【ブルージェイズ14-2レンジャーズ】トロント/ロジャーセンター、8月16日(日本時間17日)
シーズン前に、ブルージェイズの活躍を予想した人は何人いるだろう。
ファンは連日、「予測不可能なシーズン」を象徴する瞬間を目撃している。チームで最も足の遅い選手がキャリア初の盗塁を決めた翌日、チームで最も小柄な選手が左翼席へ2本の本塁打を放った。
マイルズ・ストローのメジャー初の1試合2本塁打は、チームの総合力があってこそだが、こうした『意外性』こそがブルージェイズの魅力で、全カナダがチームに注目している。

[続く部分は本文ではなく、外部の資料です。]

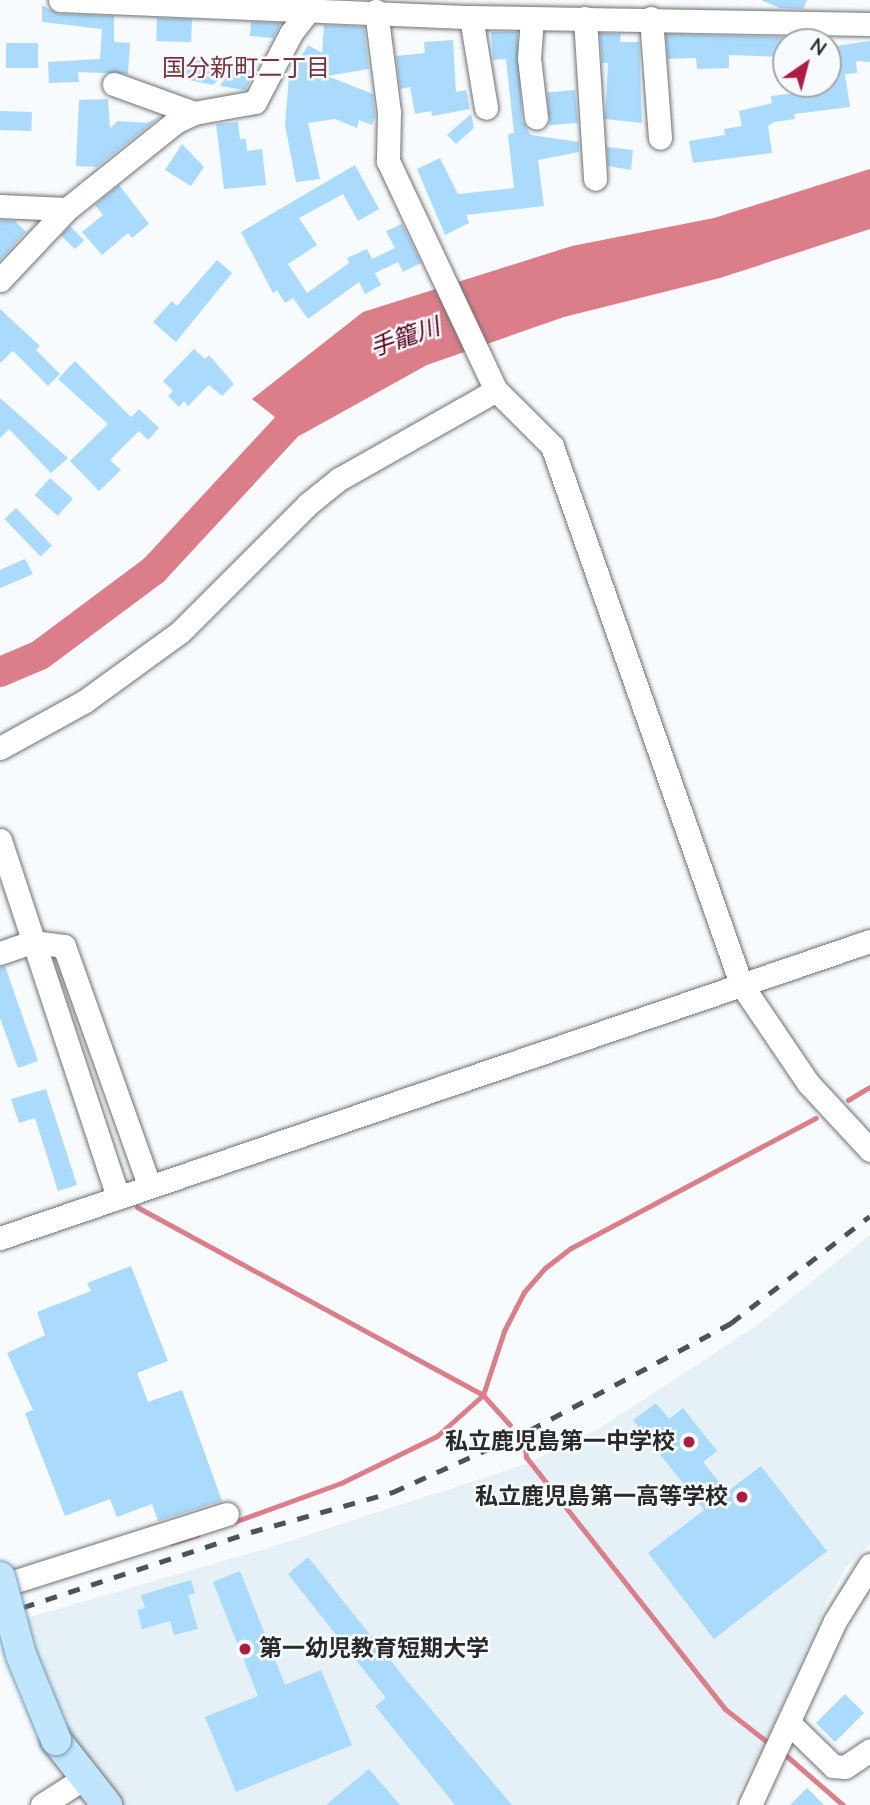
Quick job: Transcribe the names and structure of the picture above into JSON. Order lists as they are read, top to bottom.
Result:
{
  "districts": ["国分新町二丁目"],
  "water": ["手籠川"],
  "places": ["私立鹿児島第一中学校", "私立鹿児島第一高等学校", "第一幼児教育短期大学"],
  "north": "top right"
}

ストローはまず3ラン本塁打で試合の流れを決めると、2本目の本塁打で先発のエリック・ラウアーと救援陣に大きな援護をもたらした。3号、4号の2発で、ストローは自身のシーズン最多本塁打数に並んだ。
「毎日4万人もの観客が見にきてくれている。今までこんな光景を見たことがない。ファンの皆さんの後ろでプレーできるのは最高。クラブハウスやベンチでも、毎日これだけ多くの人が来てくれてとてもうれしいね、といつも話しているんだ」
移籍からの逆襲
今季のストローのシーズンは異例の展開となっている。
1月にガーディアンズからブルージェイズへ移籍した当初は、取引内容も複雑で先行き不透明だった。しかしストロー自身に非はなかった。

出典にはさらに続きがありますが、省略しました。